Task objective:
A complete answer lists every line of the entries below where the string "grid" appears.

Input material:
++++

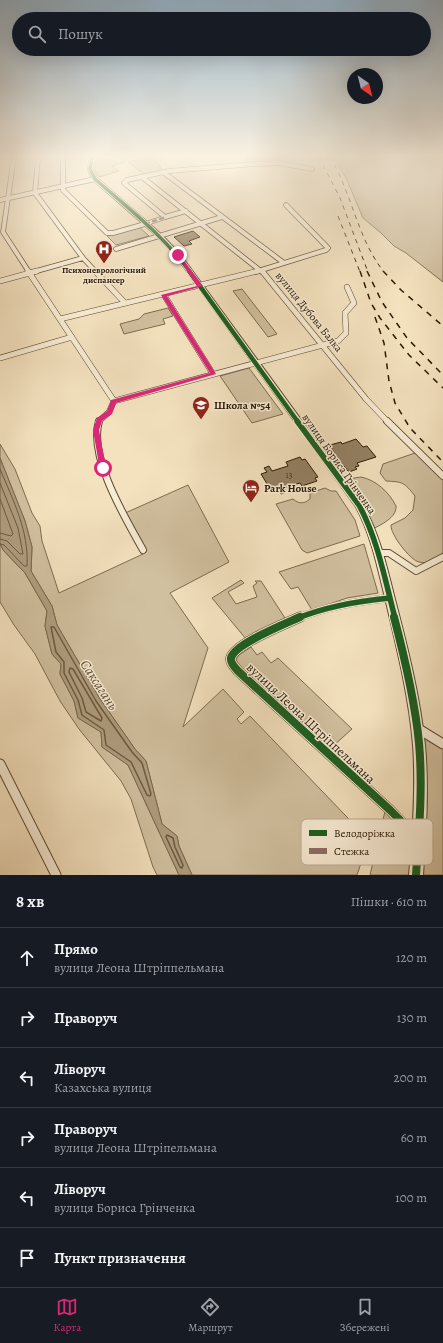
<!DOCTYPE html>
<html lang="uk">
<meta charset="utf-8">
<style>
:root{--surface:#171b24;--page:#242831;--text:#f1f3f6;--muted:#9ea1a6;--line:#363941;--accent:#db2777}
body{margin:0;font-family:Alegreya,serif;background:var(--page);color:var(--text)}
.compass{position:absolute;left:347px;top:68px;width:36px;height:36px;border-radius:50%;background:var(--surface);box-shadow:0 4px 16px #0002;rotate:145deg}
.stop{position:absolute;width:12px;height:12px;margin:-9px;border:3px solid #db2777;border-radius:50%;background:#fff}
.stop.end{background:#db2777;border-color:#fff;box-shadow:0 1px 4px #0008}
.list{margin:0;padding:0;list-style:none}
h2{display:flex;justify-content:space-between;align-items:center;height:52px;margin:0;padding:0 16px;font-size:17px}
h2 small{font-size:13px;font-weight:400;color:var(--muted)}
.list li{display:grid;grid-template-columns:26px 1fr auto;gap:12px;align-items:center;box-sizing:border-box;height:60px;padding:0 16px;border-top:1px solid var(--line)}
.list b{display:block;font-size:15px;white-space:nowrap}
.list p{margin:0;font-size:13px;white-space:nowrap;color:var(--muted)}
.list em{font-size:13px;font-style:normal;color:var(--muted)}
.icon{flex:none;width:22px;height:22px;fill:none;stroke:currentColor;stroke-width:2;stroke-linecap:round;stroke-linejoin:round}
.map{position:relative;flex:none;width:443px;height:875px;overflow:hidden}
.search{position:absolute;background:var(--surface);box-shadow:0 4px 16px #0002;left:12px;right:12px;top:12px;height:44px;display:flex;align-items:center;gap:10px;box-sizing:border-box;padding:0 14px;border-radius:22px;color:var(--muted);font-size:15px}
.sheet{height:412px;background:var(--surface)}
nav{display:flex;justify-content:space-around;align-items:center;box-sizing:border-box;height:56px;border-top:1px solid var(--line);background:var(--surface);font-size:11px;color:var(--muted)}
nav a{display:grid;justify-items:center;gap:2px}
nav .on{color:var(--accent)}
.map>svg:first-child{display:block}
</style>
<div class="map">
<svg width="443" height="875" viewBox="0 0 443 875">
<rect width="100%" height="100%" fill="#f4e2bf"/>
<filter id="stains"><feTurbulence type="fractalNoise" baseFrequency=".005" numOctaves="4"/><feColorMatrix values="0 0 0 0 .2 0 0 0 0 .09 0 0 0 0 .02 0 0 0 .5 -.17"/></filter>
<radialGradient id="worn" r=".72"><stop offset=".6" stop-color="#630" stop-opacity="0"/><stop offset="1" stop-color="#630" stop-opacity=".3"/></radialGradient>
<path fill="#d1c09f" stroke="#7d6c50" d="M 149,157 L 159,165 L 163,172 L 147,176 L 128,162 Z
M 333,157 L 443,157 L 443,282 L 406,253 L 394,246 L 381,233 L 363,218 L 346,178 Z
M 119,158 L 125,162 L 112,166 L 119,171 L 99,177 L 95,170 L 96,160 Z
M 139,227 L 149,236 L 116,245 L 107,236 Z
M 242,289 L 277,334 L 268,337 L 233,291 Z
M 168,308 L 173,316 L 163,319 L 165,324 L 124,334 L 120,324 L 139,319 L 144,314 Z
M 249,368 L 283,414 L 252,423 L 220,376 Z
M 0,444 L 15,469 L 32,513 L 40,526 L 42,541 L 59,593 L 143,554 L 123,514 L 188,485 L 229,562 L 170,593 L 208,648 L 183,727 L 223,689 L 244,712 L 237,719 L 241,724 L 250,716 L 369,840 L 357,875 L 192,875 L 179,846 L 177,836 L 162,824 L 146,761 L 135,749 L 100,699 L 57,625 L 52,606 L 31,571 L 32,547 L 25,521 L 0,458 Z
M 418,452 L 443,476 L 443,557 C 434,561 429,564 419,562 C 410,560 390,534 391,525 L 405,518 L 413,510 L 415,496 C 404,482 403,482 386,481 L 380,473 L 383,464 Z
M 361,477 C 376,480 389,492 396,506 C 397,518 380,525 371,530 L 341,480 Z
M 325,488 L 331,491 L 336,491 L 355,520 L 360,536 L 307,553 L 302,550 L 276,504 L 293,499 C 299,504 304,504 310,499 L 310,493 Z
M 0,543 L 3,550 L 25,573 L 47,611 L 45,626 L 52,654 L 61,664 L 60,674 L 74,701 L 78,718 L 101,732 L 102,747 L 128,765 L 179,875 L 157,875 L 153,867 L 131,799 L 121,781 L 79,729 L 60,701 L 35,654 L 14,625 L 0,602 Z
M 364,544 L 378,593 L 347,598 L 312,610 L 298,587 L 291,589 L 279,572 Z
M 241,580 L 244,583 L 228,592 L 236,604 L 257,597 L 253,586 L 257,583 L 255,581 L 261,581 L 285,618 L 246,639 L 212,598 Z
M 251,647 L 257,655 L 262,652 L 271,663 L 278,658 L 352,729 L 332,747 L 238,665 L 236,659 L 239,655 Z
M 417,728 L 443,744 L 443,875 L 370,875 L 386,807 L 418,838 Z"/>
<path fill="#af9d7e" stroke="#79684c" d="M 0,458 L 25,521 L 32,547 L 31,571 L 52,606 L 57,625 L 100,699 L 135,749 L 146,761 L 162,824 L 177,836 L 179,846 L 192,875 L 179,875 L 128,765 L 102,747 L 101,732 L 78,718 L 74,701 L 60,674 L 61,664 L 52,654 L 45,626 L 47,611 L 25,573 L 3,550 L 0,543 Z"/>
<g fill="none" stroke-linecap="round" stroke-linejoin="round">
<path stroke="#6c5a40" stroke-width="1" d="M 0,469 C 13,500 29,531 27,566 L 24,566 L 4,545 L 0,544
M 0,483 L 18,528 L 23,554 L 20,554 L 7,541 L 0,539
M 0,499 L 13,534 L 11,536 L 0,533"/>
<path stroke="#6c5a40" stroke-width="1.5" d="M 51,627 L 54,627 L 96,701 L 132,752 L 142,763 L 151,794 L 150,796 L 147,795 L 131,762 L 106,745 L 104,730 L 82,715 L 78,700 L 64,673 L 64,662 L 56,652 Z
M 70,668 L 73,669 L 102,718 L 101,721 L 86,712 L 82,698 L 69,672 Z
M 167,835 L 173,838 L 175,847 L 183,865 L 182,868 L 180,867 L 166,837 Z"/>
</g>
<path fill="#938164" stroke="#291801" d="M 193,231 L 200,237 L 189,241 L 192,244 L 184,246 L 174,237 Z
M 356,439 L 363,447 L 367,446 L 376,457 L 357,463 L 359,466 L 355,467 L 357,469 L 349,472 L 337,458 L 330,445 L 341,442 L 342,444 Z
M 300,457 L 302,460 L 305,459 L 318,477 L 315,478 L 317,481 L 302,486 L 300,483 L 284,488 L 286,492 L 281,494 L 278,490 L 272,492 L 261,474 L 267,472 L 264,468 L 269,466 L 272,471 L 288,466 L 286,462 Z"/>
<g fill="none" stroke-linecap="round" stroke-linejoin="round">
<defs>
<path id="pedestrian" d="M 145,224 L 166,217"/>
<path id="minor-far3" d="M 14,157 L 3,232 L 29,272
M 38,157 L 35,193 L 83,258 L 96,272
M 63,157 L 63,190 L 107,233 L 113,233 L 145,224
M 163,172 L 284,263
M 142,177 L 262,272
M 0,200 L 95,179
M 186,211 L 165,217 L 124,183 L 127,180 L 169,171 L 254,164 L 279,163 L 312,169
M 116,249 L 222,217
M 33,272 L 83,258
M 255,272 L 326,250 L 328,248 L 286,205"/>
<path id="minor-far2" d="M 28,271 L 114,401
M 95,271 L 125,303
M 262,271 L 366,399 L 388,422
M 0,281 L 37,271
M 164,295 L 213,374
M 60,319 L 258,271
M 0,358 L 72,337
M 114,401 L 338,341 L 346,333 L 345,313 L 354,303 L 347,287
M 98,422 L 109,412 L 114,401"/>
<path id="minor-far1" d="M 99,421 C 88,457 126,519 143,550
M 387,421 L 443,476
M 378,553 L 389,553 L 416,571 L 443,557
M 298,618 C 328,606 358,601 390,598"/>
<path id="minor" d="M 300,617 C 287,623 234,644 231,658 C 230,663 235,667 238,671 L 390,810 L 417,838
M 417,728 L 443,744
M 0,764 L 56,875"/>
<path id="tertiary" d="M 90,157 L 94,157 L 92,169 L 97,178 L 162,235 L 180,254 L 362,503 C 380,534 387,568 396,603 C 408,649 420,697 425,745 C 429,788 426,832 423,875 L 409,875 C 413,832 416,788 413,745 C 409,697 397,649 386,602 C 378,570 372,537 356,507 L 176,256 L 158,237 L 93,180 L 88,169 Z"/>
</defs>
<use href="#pedestrian" stroke="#5c4a30" stroke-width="5"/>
<use href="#minor-far3" stroke="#5c4a30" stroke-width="5.5"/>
<use href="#minor-far2" stroke="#5c4a30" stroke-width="6"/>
<use href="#minor-far1" stroke="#5c4a30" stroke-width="8"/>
<use href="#minor" stroke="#5c4a30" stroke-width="11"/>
<use href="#tertiary" stroke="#5c4a30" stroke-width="2"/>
<use href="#pedestrian" stroke="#f8ecd5" stroke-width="3.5"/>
<use href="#minor-far3" stroke="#f8ecd5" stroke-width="4"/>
<use href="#minor-far2" stroke="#f8ecd5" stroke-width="5"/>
<use href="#minor-far1" stroke="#f8ecd5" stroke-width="6"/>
<use href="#minor" stroke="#f8ecd5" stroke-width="9"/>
<use href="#tertiary" fill="#f8ecd5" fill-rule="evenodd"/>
<path stroke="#291801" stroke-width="1" stroke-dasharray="4.5 4.5" stroke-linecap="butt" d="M 319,157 L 340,198 L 368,272
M 330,157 C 352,193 357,238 384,272
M 338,216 L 360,272"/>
<path stroke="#291801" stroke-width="1.5" stroke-dasharray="6 6" stroke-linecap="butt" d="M 360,271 L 371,303 L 380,318 L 409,355 L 443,388
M 367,271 L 382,302 L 407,338 L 443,375
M 383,271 L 401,290 L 443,326
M 375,317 L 384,343 L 389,381 L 395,403 L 410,428 L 443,462"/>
<path stroke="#8d6e63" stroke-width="2.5" stroke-dasharray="5 2.5" stroke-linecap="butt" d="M 145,224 L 166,217"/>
<defs>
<path id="cycleway-far3" d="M 92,157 L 90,169 L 95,179 C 128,208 164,236 190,272"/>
<path id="cycleway-far2" d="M 189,271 L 298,422"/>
<path id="cycleway-far1" d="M 297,421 L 359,505 C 378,540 385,580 395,618
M 298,618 C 328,606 358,601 390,598"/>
<path id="cycleway" d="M 300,617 C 287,623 234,644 231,658 C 230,663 235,667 238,671 L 390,810 L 419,839
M 394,617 C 405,659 415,701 419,743 C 423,787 419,831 416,875"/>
</defs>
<use href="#cycleway-far3" stroke="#f8ecd5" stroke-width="5"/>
<use href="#cycleway-far2" stroke="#f8ecd5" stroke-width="6"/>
<use href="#cycleway-far1" stroke="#f8ecd5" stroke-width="8"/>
<use href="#cycleway" stroke="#f8ecd5" stroke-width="10"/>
<use href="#cycleway-far3" stroke="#1b5e20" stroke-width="3.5"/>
<use href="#cycleway-far2" stroke="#1b5e20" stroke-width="4.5"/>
<use href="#cycleway-far1" stroke="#1b5e20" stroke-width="5.5"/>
<use href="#cycleway" stroke="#1b5e20" stroke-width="8"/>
</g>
<linearGradient id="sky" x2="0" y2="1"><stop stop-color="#91abbe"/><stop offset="0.56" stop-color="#faf2e2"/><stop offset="1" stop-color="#faf2e2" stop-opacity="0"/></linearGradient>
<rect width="443" height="279" fill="url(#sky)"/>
<path fill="#db2777" d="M 176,254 L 179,254 L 203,286 L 167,296 L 216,374 L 116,403 L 112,414 L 102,421 L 99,430 L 106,468 L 103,471 L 100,470 L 93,430 L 97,418 L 107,411 L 111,400 L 210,373 L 161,295 L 197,286 Z"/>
<defs>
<symbol id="hospital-pin" viewBox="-11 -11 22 30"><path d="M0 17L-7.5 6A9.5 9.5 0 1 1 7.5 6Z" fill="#8f2418" stroke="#f8ecd5"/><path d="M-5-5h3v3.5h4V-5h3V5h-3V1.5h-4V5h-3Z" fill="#fff"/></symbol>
<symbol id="school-pin" viewBox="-11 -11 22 30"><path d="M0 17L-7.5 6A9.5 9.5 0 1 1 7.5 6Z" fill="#8f2418" stroke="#f8ecd5"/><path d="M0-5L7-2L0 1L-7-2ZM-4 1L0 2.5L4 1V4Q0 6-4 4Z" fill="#fff"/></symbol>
<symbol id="hotel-pin" viewBox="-11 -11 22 30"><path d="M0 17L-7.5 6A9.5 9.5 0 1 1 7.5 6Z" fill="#8f2418" stroke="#f8ecd5"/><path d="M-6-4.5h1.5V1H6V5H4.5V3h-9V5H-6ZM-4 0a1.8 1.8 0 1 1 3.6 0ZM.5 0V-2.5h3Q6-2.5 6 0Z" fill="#fff"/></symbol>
</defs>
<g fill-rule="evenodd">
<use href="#hospital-pin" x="94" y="239" width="20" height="27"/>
<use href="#school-pin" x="191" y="395" width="20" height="27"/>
<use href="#hotel-pin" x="241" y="478" width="20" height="27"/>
</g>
<g text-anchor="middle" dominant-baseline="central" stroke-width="3" stroke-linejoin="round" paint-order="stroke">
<g font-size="9" font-weight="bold" fill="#291801" stroke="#f8ecd5">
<text x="104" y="270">Психоневрологічний<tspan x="104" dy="10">диспансер</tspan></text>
</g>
<g font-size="9" fill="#44321a">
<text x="289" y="475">13</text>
</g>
<g font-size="11" fill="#291801" stroke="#f8ecd5">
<text transform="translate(309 312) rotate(51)">вулиця Дубова Балка</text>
<text transform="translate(339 464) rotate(55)">вулиця Бориса Грінченка</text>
</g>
<g font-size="11" font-weight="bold" fill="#291801" stroke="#f8ecd5" text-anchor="start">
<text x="214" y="405">Школа №54</text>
<text x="264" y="488">Park House</text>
</g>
<g font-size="13" fill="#291801" stroke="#f8ecd5">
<text transform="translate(311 723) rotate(43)">вулиця Леона Штріппельмана</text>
</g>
<g font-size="14" font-style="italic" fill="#5f4d33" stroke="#f8ecd5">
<text transform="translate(99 685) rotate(57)">Саксагань</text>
</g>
</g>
<rect x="301" y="819" width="132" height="46" rx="6" fill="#f8ecd5" stroke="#baac95" stroke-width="1"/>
<rect x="309" y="830" width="18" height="6" fill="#1b5e20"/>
<rect x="309" y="848" width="18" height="6" fill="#8d6e63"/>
<g font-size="11" fill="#291801">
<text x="334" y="837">Велодоріжка</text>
<text x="334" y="855">Стежка</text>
</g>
<rect width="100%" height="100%" filter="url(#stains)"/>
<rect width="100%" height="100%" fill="url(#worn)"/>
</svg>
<svg class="compass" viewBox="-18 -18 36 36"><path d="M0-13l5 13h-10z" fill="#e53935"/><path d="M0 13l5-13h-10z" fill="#9ea1a6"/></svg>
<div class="stop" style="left:103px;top:468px"></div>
<div class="stop end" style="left:178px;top:255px"></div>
<div class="search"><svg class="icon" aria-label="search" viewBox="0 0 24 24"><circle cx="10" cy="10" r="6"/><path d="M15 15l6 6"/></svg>Пошук</div>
</div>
<section class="sheet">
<h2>8 хв<small>Пішки · 610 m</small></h2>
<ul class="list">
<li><svg class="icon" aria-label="ahead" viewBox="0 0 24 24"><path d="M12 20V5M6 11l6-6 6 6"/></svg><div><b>Прямо</b><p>вулиця Леона Штріппельмана</p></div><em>120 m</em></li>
<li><svg class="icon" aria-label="right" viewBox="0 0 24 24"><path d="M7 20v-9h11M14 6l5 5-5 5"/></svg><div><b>Праворуч</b></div><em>130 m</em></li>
<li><svg class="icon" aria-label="left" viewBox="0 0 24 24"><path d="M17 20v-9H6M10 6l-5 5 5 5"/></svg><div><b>Ліворуч</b><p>Казахська вулиця</p></div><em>200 m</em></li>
<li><svg class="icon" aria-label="right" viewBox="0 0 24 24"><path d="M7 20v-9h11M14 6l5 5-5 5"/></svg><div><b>Праворуч</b><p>вулиця Леона Штріпельмана</p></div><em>60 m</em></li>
<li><svg class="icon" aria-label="left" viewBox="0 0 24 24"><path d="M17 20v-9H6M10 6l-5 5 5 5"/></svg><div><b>Ліворуч</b><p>вулиця Бориса Грінченка</p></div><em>100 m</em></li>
<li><svg class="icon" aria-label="arrive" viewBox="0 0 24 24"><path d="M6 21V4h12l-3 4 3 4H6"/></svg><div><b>Пункт призначення</b></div></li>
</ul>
</section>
<nav>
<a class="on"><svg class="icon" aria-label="map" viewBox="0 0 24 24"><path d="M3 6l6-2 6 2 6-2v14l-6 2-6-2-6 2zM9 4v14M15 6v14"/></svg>Карта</a>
<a><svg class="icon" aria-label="directions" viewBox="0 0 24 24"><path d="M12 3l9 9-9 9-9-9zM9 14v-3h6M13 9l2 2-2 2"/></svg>Маршрут</a>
<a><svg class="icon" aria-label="saved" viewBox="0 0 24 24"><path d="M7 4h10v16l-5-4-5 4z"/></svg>Збережені</a>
</nav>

++++

Worked solution:
.list li{display:grid;grid-template-columns:26px 1fr auto;gap:12px;align-items:center;box-sizing:border-box;height:60px;padding:0 16px;border-top:1px solid var(--line)}
nav a{display:grid;justify-items:center;gap:2px}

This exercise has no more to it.